[INFORMATION SHOWN]
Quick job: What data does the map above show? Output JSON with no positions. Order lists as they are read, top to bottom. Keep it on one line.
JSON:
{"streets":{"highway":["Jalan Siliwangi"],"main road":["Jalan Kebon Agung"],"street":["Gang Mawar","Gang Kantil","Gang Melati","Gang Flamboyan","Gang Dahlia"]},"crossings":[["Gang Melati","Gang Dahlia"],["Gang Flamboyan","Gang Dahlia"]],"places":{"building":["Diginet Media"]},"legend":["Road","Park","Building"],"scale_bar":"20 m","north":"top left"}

[WORK TASK]
Set down the data once more, word for word.

[OUTPUT BELOW]
Quick job: What data does the map above show? Output JSON with no positions. Order lists as they are read, top to bottom. Keep it on one line.
JSON:
{"streets":{"highway":["Jalan Siliwangi"],"main road":["Jalan Kebon Agung"],"street":["Gang Mawar","Gang Kantil","Gang Melati","Gang Flamboyan","Gang Dahlia"]},"crossings":[["Gang Melati","Gang Dahlia"],["Gang Flamboyan","Gang Dahlia"]],"places":{"building":["Diginet Media"]},"legend":["Road","Park","Building"],"scale_bar":"20 m","north":"top left"}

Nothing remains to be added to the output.